Roseanne, less like a flower than a rather cute cartoon mouse, fiddled with a loose strand of hair while she swallowed the line a middle-aged police-court usher was handing her, grinned, displaying two long front teeth at its finish, said perkily, ‘Well, you do see life, don't you?' and passed down the counter to where Sheena sat slumped. ‘Hard day, mate?' she greeted her.

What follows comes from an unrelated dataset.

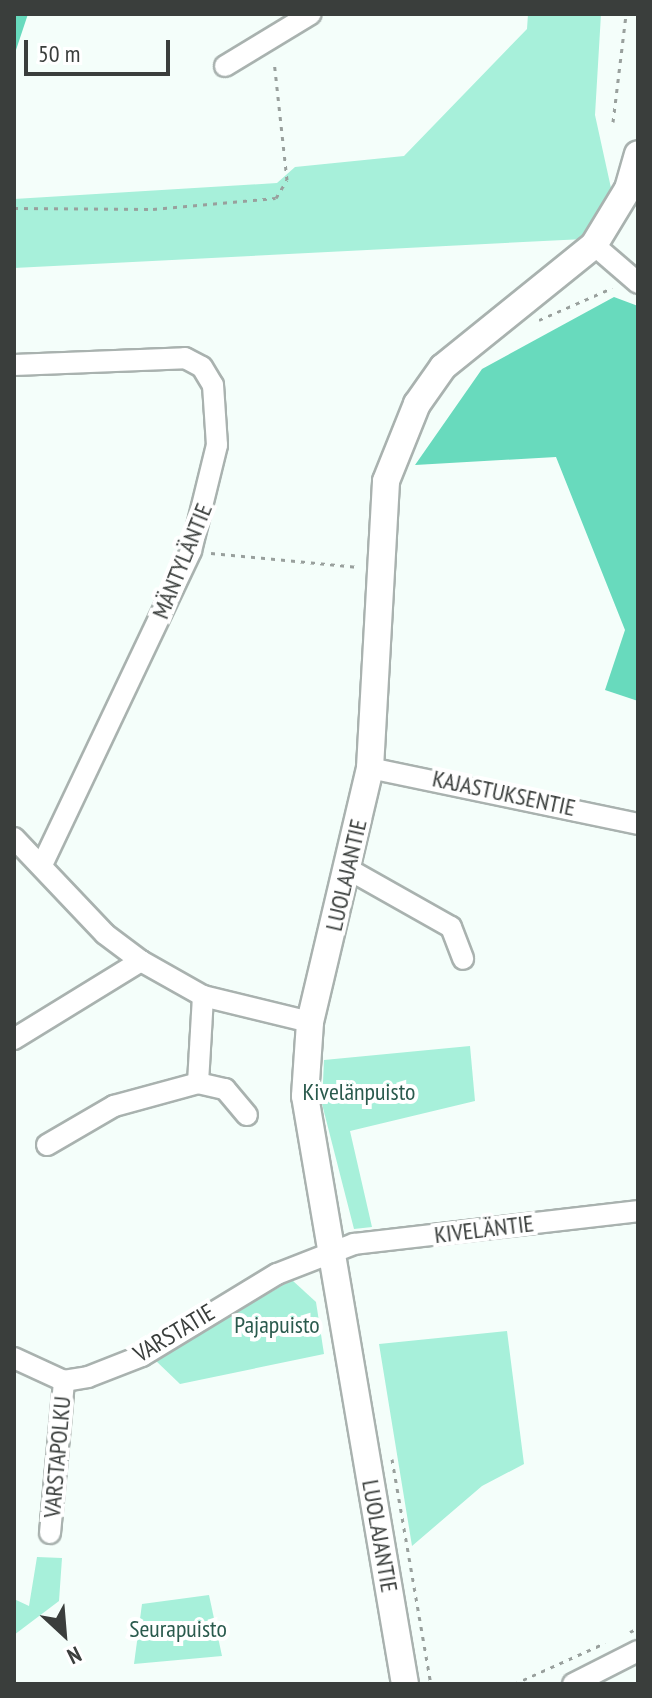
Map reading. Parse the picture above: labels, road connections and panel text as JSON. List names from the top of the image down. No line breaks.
{"streets":{"main road":["LUOLAJANTIE"],"street":["MÄNTYLÄNTIE","KAJASTUKSENTIE","KIVELÄNTIE","VARSTATIE","VARSTAPOLKU"]},"crossings":[["KAJASTUKSENTIE","LUOLAJANTIE"],["LUOLAJANTIE","KIVELÄNTIE"],["LUOLAJANTIE","VARSTATIE"],["KIVELÄNTIE","VARSTATIE"],["VARSTATIE","VARSTAPOLKU"]],"parks":["Kivelänpuisto","Pajapuisto","Seurapuisto"],"scale_bar":"50 m","north":"bottom right"}
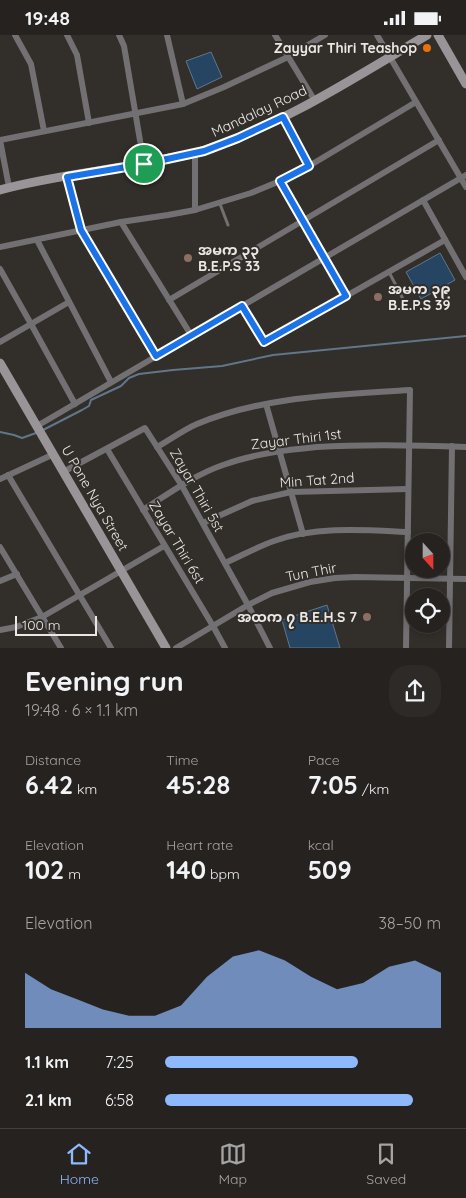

‘Bloody awful boring. Still, it brings in the bread. I'd trade it for your job any day.'
Over her head a newcomer demanded a pint. Roseanne started to pull it, recognized the ominous sucking resistance, apologized. ‘Just a moment, sir.'
She pivoted on her stilettos. ‘Ramón, the barrel needs changing.'
Sheena, watching, caught the momentary flicker of some expression on the flat, square face. Had Roseanne's voice sharpened just then? Whatever, he turned away, went through the curtained doorway Doing as he was told, like a good boy.
Roseanne, serious about her job, was engaging the newcomer in chat while his order was delayed. Sheena marvelled that she bothered. It wasn't that anything would come of it. Roseanne was in a long-standing relationship, even talked of having a kid, once Tom finished his management training at Halford's.
The newcomer was giving Roseanne the story of his life, and she grinning away as if it wasn't the far end of boring. And across the way someone else was hammering on the counter with the edge of a coin, impatient for service.
Sheena sniffed. So even bar work was mostly sweat and hassle. At least in her own job you didn't waste effort on the half-dead.